Un précédent qui bouscule l’ordre établi
Malgré les critiques nourries sur la régularité de la procédure , plusieurs juristes dénoncent l’incompétence du Sénat à se prononcer sur le sort d’un ex-chef de l’État, la levée de l’immunité a été votée. L’ancien président est désormais justiciable, comme tout citoyen congolais. Théoriquement, il peut être convoqué, interrogé, voire arrêté. Mais la portée de cette décision dépasse le strict cadre juridique. Elle pose une question vertigineuse : assiste-t-on à un sursaut démocratique ou à une instrumentalisation de la justice à des fins politiques ? Et jusqu’où ira cette logique de rupture avec l’ancien régime ?
Un pari risqué dans une démocratie sous tension
Inquiétude majeure : dans un État aux institutions fragiles, poursuivre un ancien président revient à jouer avec le feu. En brisant le tabou de l’intouchabilité présidentielle, le message adressé aux dirigeants actuels est limpide : quitter le pouvoir pourrait coûter cher. De quoi renforcer la tentation du verrouillage autoritaire et nourrir la peur de l’alternance.
Dans un pays où les clivages ethniques, les rancunes régionales et les logiques claniques restent vives, le camp Tshisekedi pourrait être tenté de consolider ses réseaux familiaux et politiques. Le spectre d’une succession dynastique, à la manière d’un régime de type patrimonial, n’est pas à écarter.
Vers une escalade frontale ?
La rivalité entre Félix Tshisekedi et Joseph Kabila, longtemps contenue sous la surface, risque désormais de dégénérer en confrontation ouverte.
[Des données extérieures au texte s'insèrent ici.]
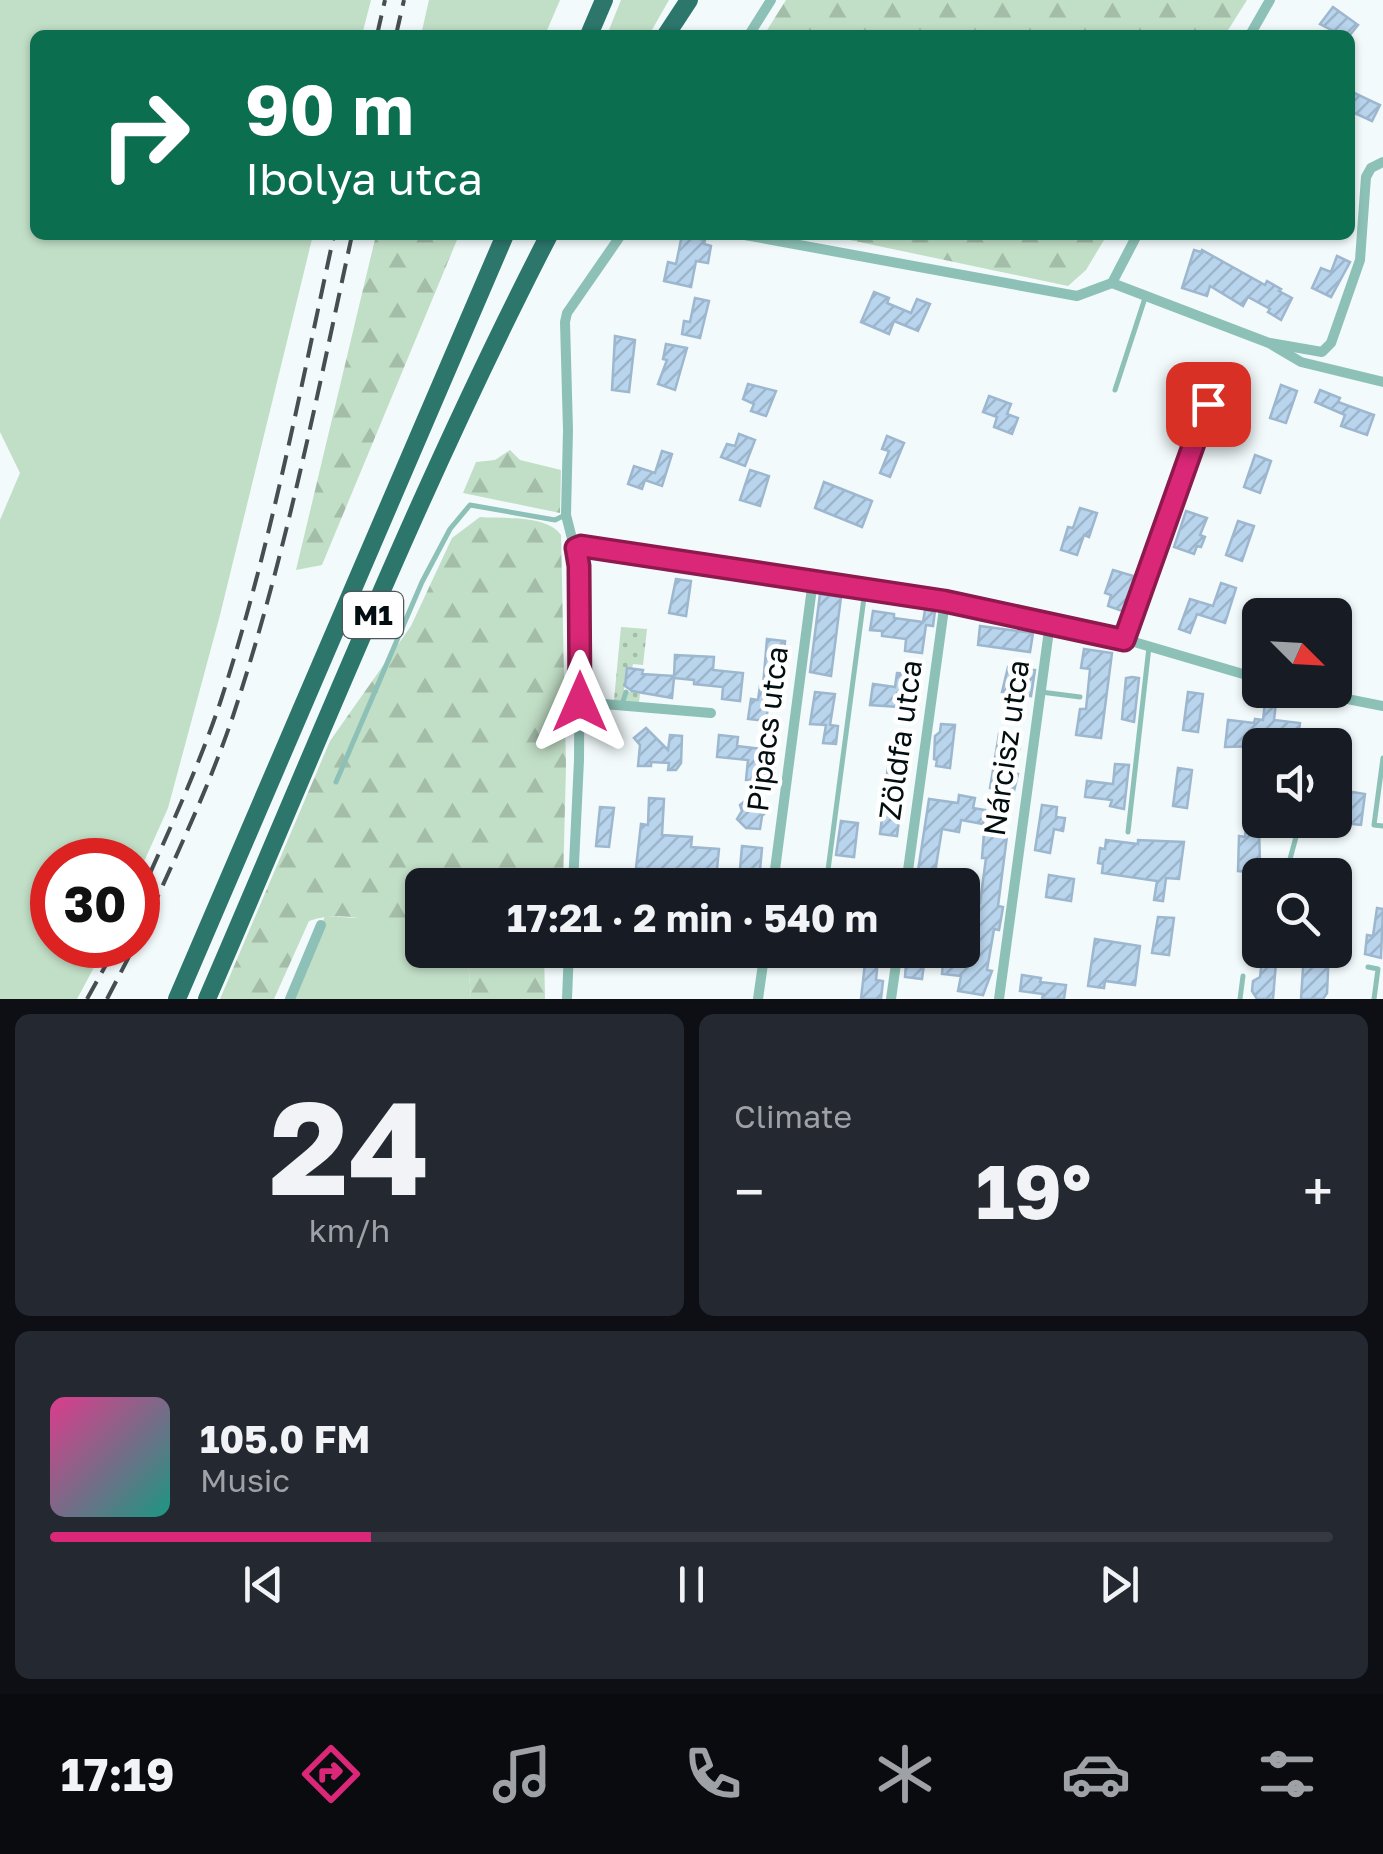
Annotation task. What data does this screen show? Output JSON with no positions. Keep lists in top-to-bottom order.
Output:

Ce qui n’était qu’une guerre froide politique pourrait basculer en duel sans retour. Et dans un pays où les rapports de force sont aussi volatils qu’opaques, l’issue pourrait être dramatique : la neutralisation politique ,voire physique ,d’un adversaire devenu trop encombrant.
L’ombre de Washington
Derrière ce bras de fer congolais se dessine un enjeu géostratégique majeur : le contrôle des ressources minières. Les États-Unis suivent de près cette recomposition du pouvoir, alors que les négociations autour des minerais stratégiques battent leur plein. Si l’administration américaine voit en Tshisekedi un partenaire plus favorable à ses intérêts, son soutien, même discret ,pourrait faire basculer l’équilibre.Kabila, poussé dans ses retranchements, pourrait dès lors chercher l’appui d’autres puissances. Une polarisation dangereuse, aux allures de nouvelle guerre froide sur le sol congolais.
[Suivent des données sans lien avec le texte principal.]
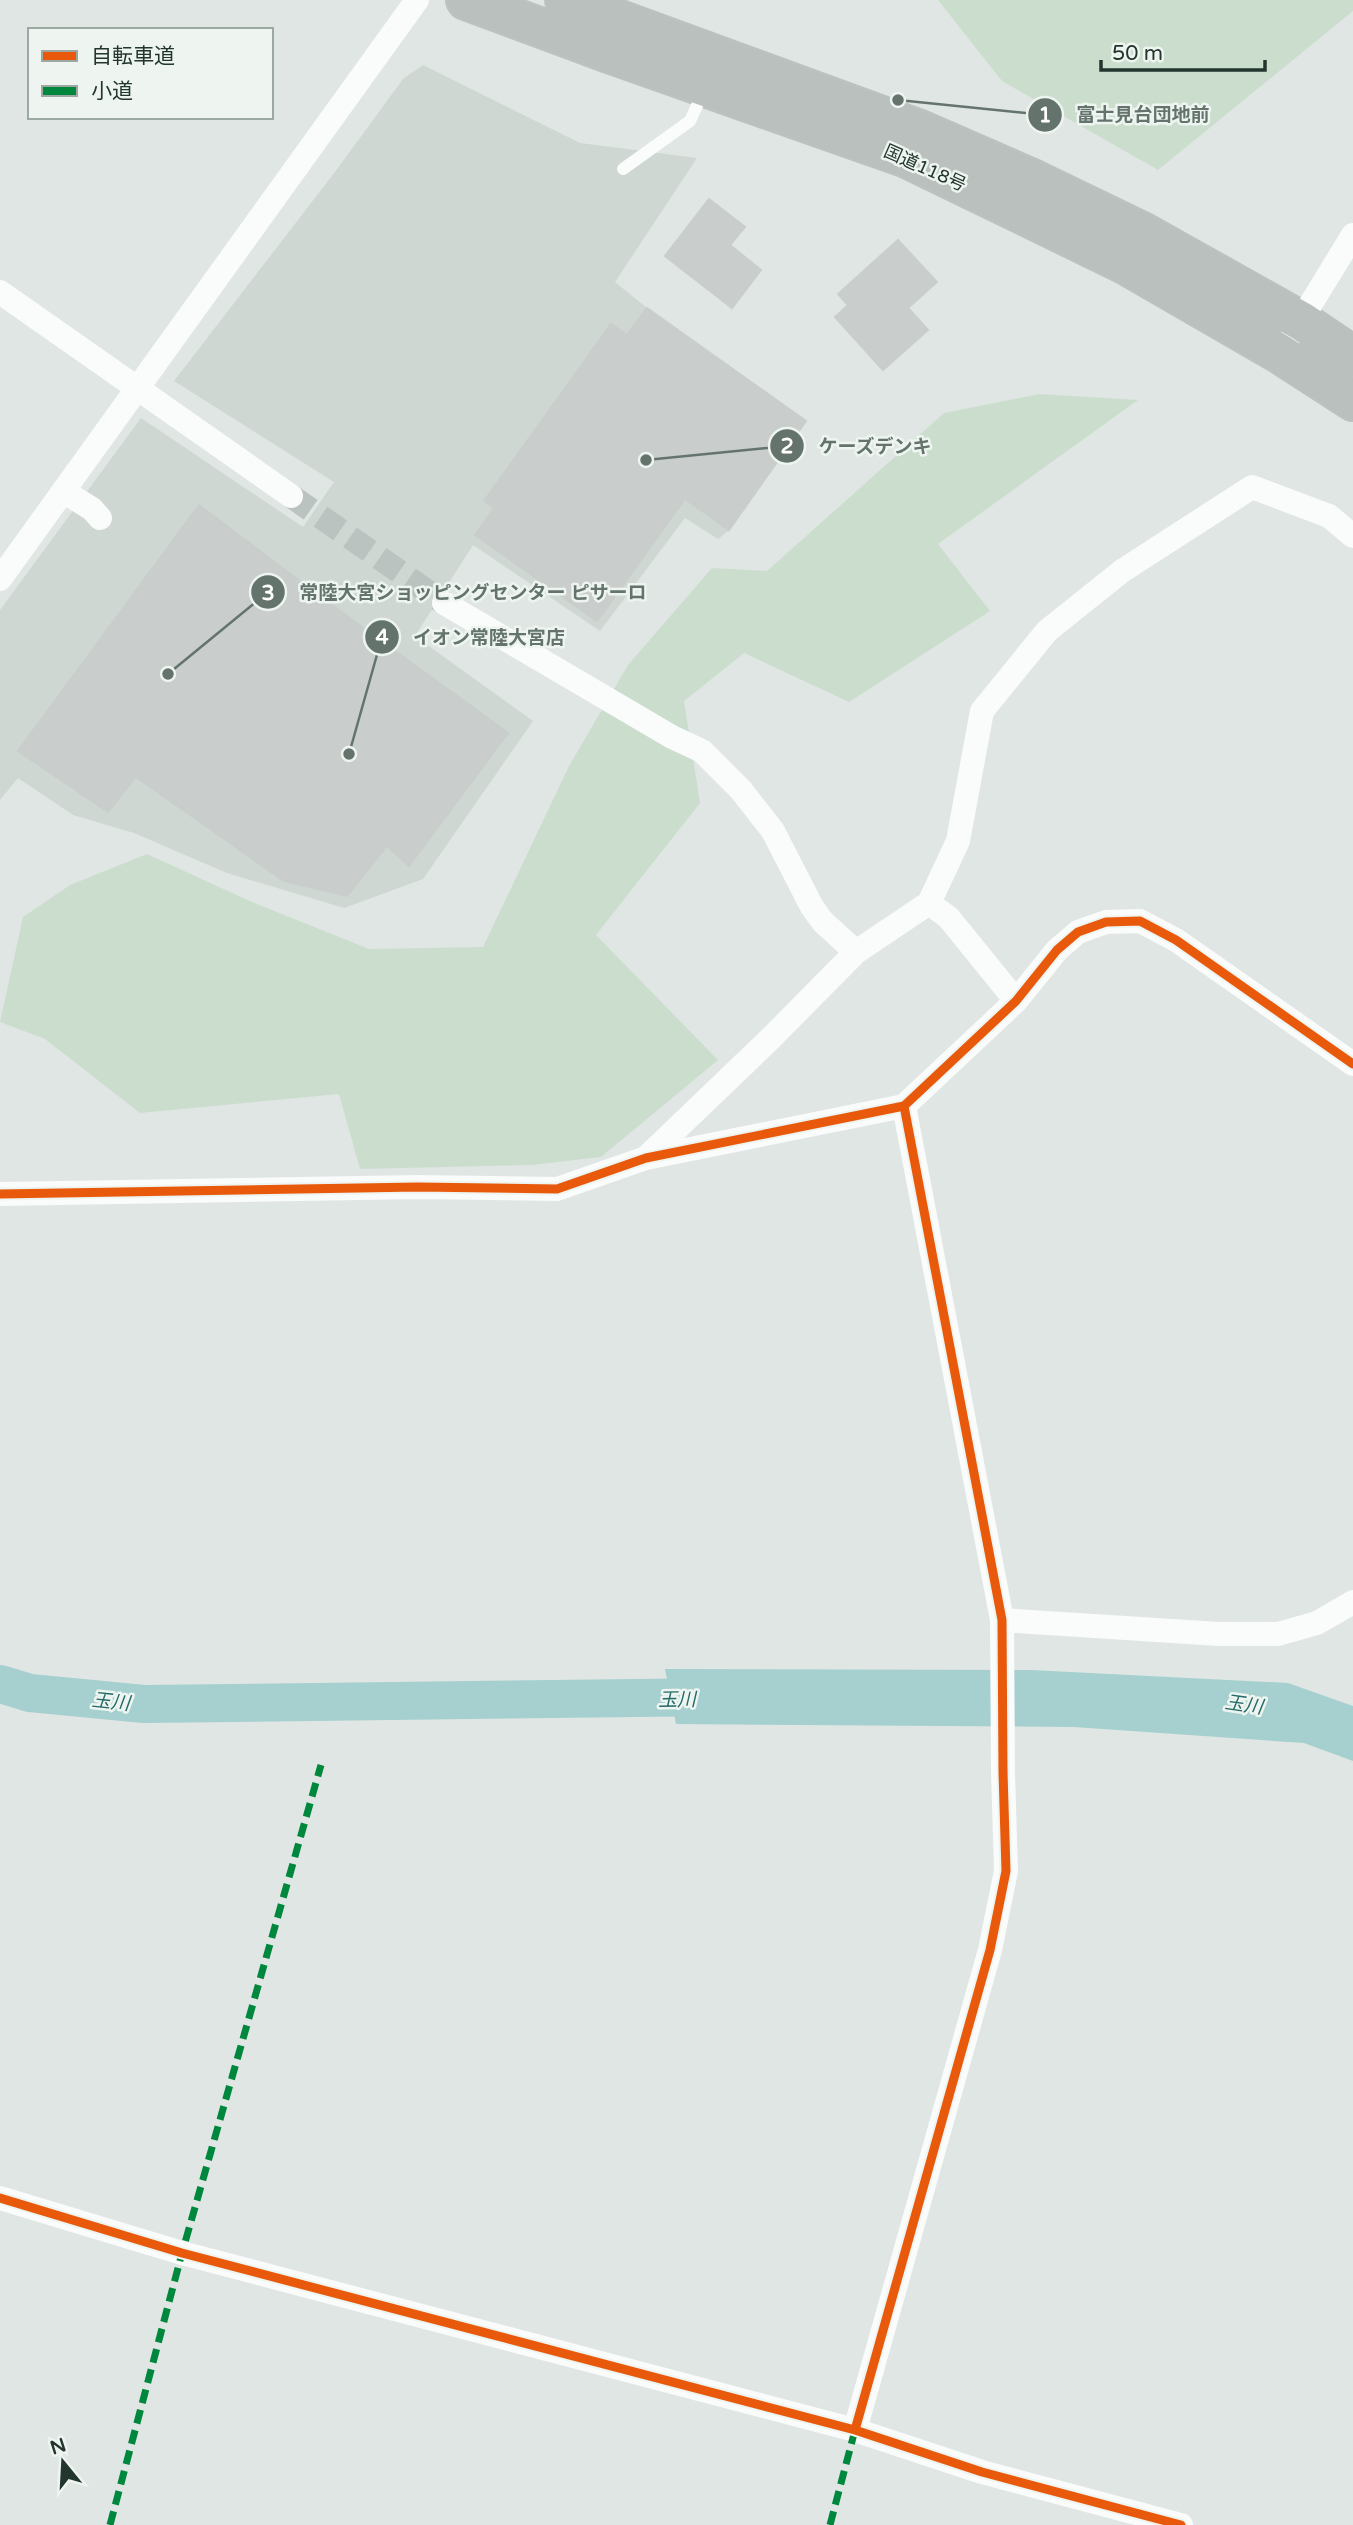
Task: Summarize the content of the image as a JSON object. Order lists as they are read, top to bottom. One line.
{"streets":{"highway":["国道118号"]},"water":["玉川"],"places":["富士見台団地前","ケーズデンキ","常陸大宮ショッピングセンター ピサーロ","イオン常陸大宮店"],"legend":["自転車道","小道"],"scale_bar":"50 m","north":"top"}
La RDC au bord du précipice
L’histoire du continent abonde de précédents tragiques : l’Angola post-Dos Santos, la Côte d’Ivoire de la crise postélectorale, ou la Guinée de Dadis Camara. Autant d’exemples où la quête de justice, lorsqu’elle se fait sans réconciliation, a souvent mené à l’implosion.
La RDC est aujourd’hui à la croisée des chemins. Ce tournant peut être celui de la vérité et de la refondation démocratique. Mais sans maturité politique, il risque surtout de précipiter le pays dans une nouvelle spirale de chaos. Le courage ou audace judiciaire ne doit pas faire oublier l’impératif de stabilité. Il ne suffit pas de juger pour guérir une nation.